**Problem details**
Give a verbatim copy of the lines below, minus the pictures.

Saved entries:
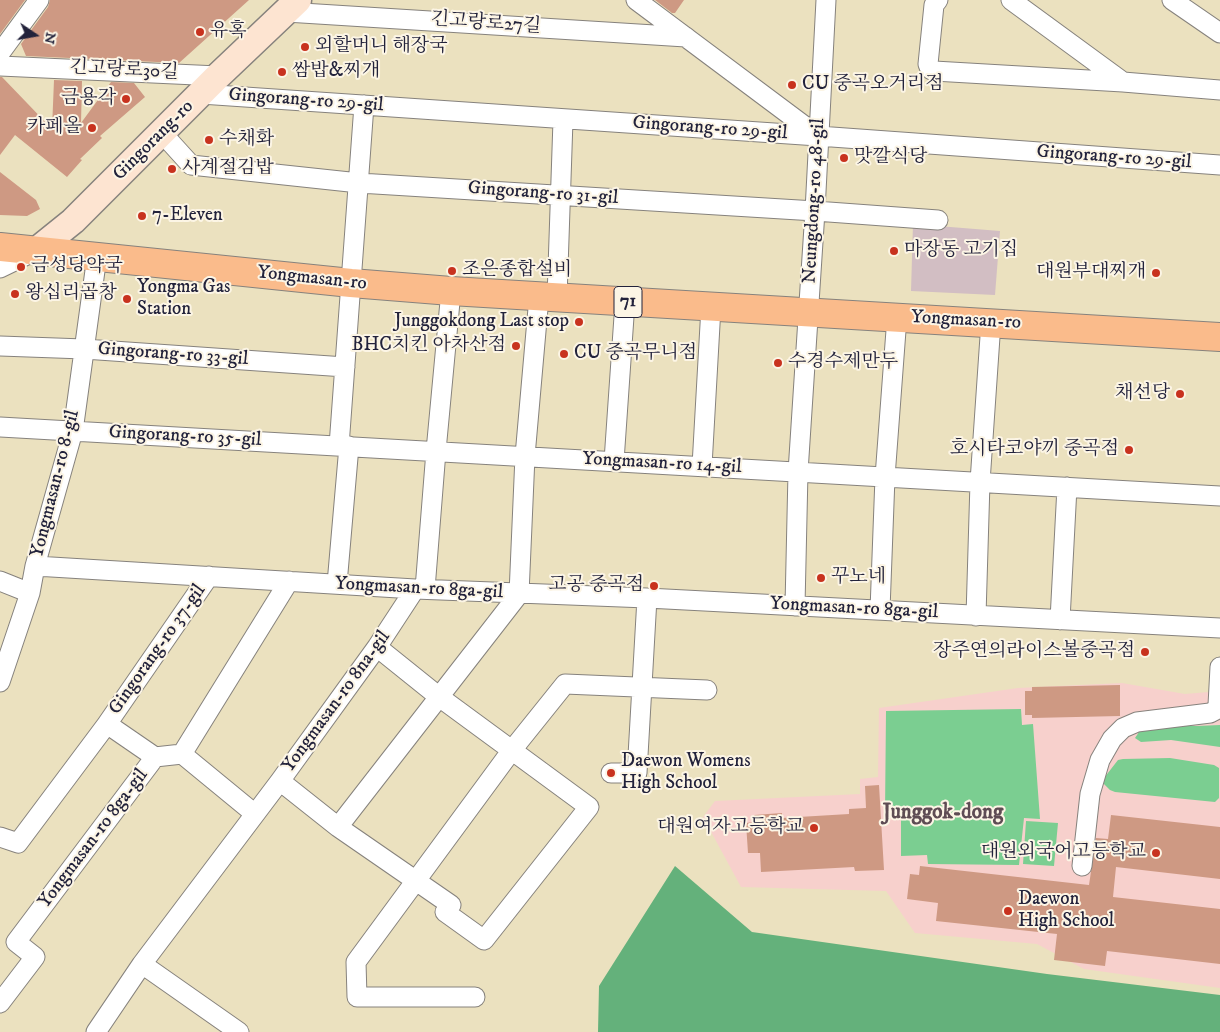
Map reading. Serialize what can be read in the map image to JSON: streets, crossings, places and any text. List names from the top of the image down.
{
  "streets": {
    "main road": ["Gingorang-ro", "Yongmasan-ro", "71"],
    "street": [
      "긴고랑로27길",
      "긴고랑로30길",
      "Gingorang-ro 29-gil",
      "Gingorang-ro 31-gil",
      "Neungdong-ro 48-gil",
      "Gingorang-ro 33-gil",
      "Gingorang-ro 35-gil",
      "Yongmasan-ro 14-gil",
      "Yongmasan-ro 8-gil",
      "Yongmasan-ro 8ga-gil",
      "Gingorang-ro 37-gil",
      "Yongmasan-ro 8na-gil"
    ]
  },
  "crossings": [
    ["긴고랑로27길", "Gingorang-ro"],
    ["긴고랑로30길", "Gingorang-ro 29-gil"],
    ["긴고랑로30길", "Gingorang-ro"],
    ["Gingorang-ro 29-gil", "Gingorang-ro"],
    ["Gingorang-ro 29-gil", "Neungdong-ro 48-gil"],
    ["Gingorang-ro", "Gingorang-ro 31-gil"],
    ["Gingorang-ro", "Yongmasan-ro"],
    ["Gingorang-ro 31-gil", "Neungdong-ro 48-gil"],
    ["Neungdong-ro 48-gil", "Yongmasan-ro"],
    ["Neungdong-ro 48-gil", "Yongmasan-ro 14-gil"],
    ["Neungdong-ro 48-gil", "Yongmasan-ro 8ga-gil"],
    ["Yongmasan-ro", "Yongmasan-ro 8-gil"],
    ["Gingorang-ro 33-gil", "Yongmasan-ro 8-gil"],
    ["Gingorang-ro 35-gil", "Yongmasan-ro 14-gil"],
    ["Gingorang-ro 35-gil", "Yongmasan-ro 8-gil"],
    ["Yongmasan-ro 8-gil", "Yongmasan-ro 8ga-gil"],
    ["Yongmasan-ro 8ga-gil", "Gingorang-ro 37-gil"],
    ["Yongmasan-ro 8ga-gil", "Yongmasan-ro 8na-gil"]
  ],
  "districts": ["Junggok-dong"],
  "places": [
    "유혹",
    "외할머니 해장국",
    "쌈밥&찌개",
    "CU 중곡오거리점",
    "금용각",
    "카페올",
    "수채화",
    "맛깔식당",
    "사계절김밥",
    "7-Eleven",
    "마장동 고기집",
    "금성당약국",
    "조은종합설비",
    "대원부대찌개",
    "왕십리곱창",
    "Yongma Gas Station",
    "Junggokdong Last stop",
    "BHC치킨 아차산점",
    "CU 중곡무니점",
    "수경수제만두",
    "채선당",
    "호시타코야끼 중곡점",
    "꾸노네",
    "고공 중곡점",
    "장주연의라이스볼중곡점",
    "Daewon Womens High School",
    "대원여자고등학교",
    "대원외국어고등학교",
    "Daewon High School"
  ],
  "north": "right"
}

**Answer box**
Map reading. Serialize what can be read in the map image to JSON: streets, crossings, places and any text. List names from the top of the image down.
{
  "streets": {
    "main road": ["Gingorang-ro", "Yongmasan-ro", "71"],
    "street": [
      "긴고랑로27길",
      "긴고랑로30길",
      "Gingorang-ro 29-gil",
      "Gingorang-ro 31-gil",
      "Neungdong-ro 48-gil",
      "Gingorang-ro 33-gil",
      "Gingorang-ro 35-gil",
      "Yongmasan-ro 14-gil",
      "Yongmasan-ro 8-gil",
      "Yongmasan-ro 8ga-gil",
      "Gingorang-ro 37-gil",
      "Yongmasan-ro 8na-gil"
    ]
  },
  "crossings": [
    ["긴고랑로27길", "Gingorang-ro"],
    ["긴고랑로30길", "Gingorang-ro 29-gil"],
    ["긴고랑로30길", "Gingorang-ro"],
    ["Gingorang-ro 29-gil", "Gingorang-ro"],
    ["Gingorang-ro 29-gil", "Neungdong-ro 48-gil"],
    ["Gingorang-ro", "Gingorang-ro 31-gil"],
    ["Gingorang-ro", "Yongmasan-ro"],
    ["Gingorang-ro 31-gil", "Neungdong-ro 48-gil"],
    ["Neungdong-ro 48-gil", "Yongmasan-ro"],
    ["Neungdong-ro 48-gil", "Yongmasan-ro 14-gil"],
    ["Neungdong-ro 48-gil", "Yongmasan-ro 8ga-gil"],
    ["Yongmasan-ro", "Yongmasan-ro 8-gil"],
    ["Gingorang-ro 33-gil", "Yongmasan-ro 8-gil"],
    ["Gingorang-ro 35-gil", "Yongmasan-ro 14-gil"],
    ["Gingorang-ro 35-gil", "Yongmasan-ro 8-gil"],
    ["Yongmasan-ro 8-gil", "Yongmasan-ro 8ga-gil"],
    ["Yongmasan-ro 8ga-gil", "Gingorang-ro 37-gil"],
    ["Yongmasan-ro 8ga-gil", "Yongmasan-ro 8na-gil"]
  ],
  "districts": ["Junggok-dong"],
  "places": [
    "유혹",
    "외할머니 해장국",
    "쌈밥&찌개",
    "CU 중곡오거리점",
    "금용각",
    "카페올",
    "수채화",
    "맛깔식당",
    "사계절김밥",
    "7-Eleven",
    "마장동 고기집",
    "금성당약국",
    "조은종합설비",
    "대원부대찌개",
    "왕십리곱창",
    "Yongma Gas Station",
    "Junggokdong Last stop",
    "BHC치킨 아차산점",
    "CU 중곡무니점",
    "수경수제만두",
    "채선당",
    "호시타코야끼 중곡점",
    "꾸노네",
    "고공 중곡점",
    "장주연의라이스볼중곡점",
    "Daewon Womens High School",
    "대원여자고등학교",
    "대원외국어고등학교",
    "Daewon High School"
  ],
  "north": "right"
}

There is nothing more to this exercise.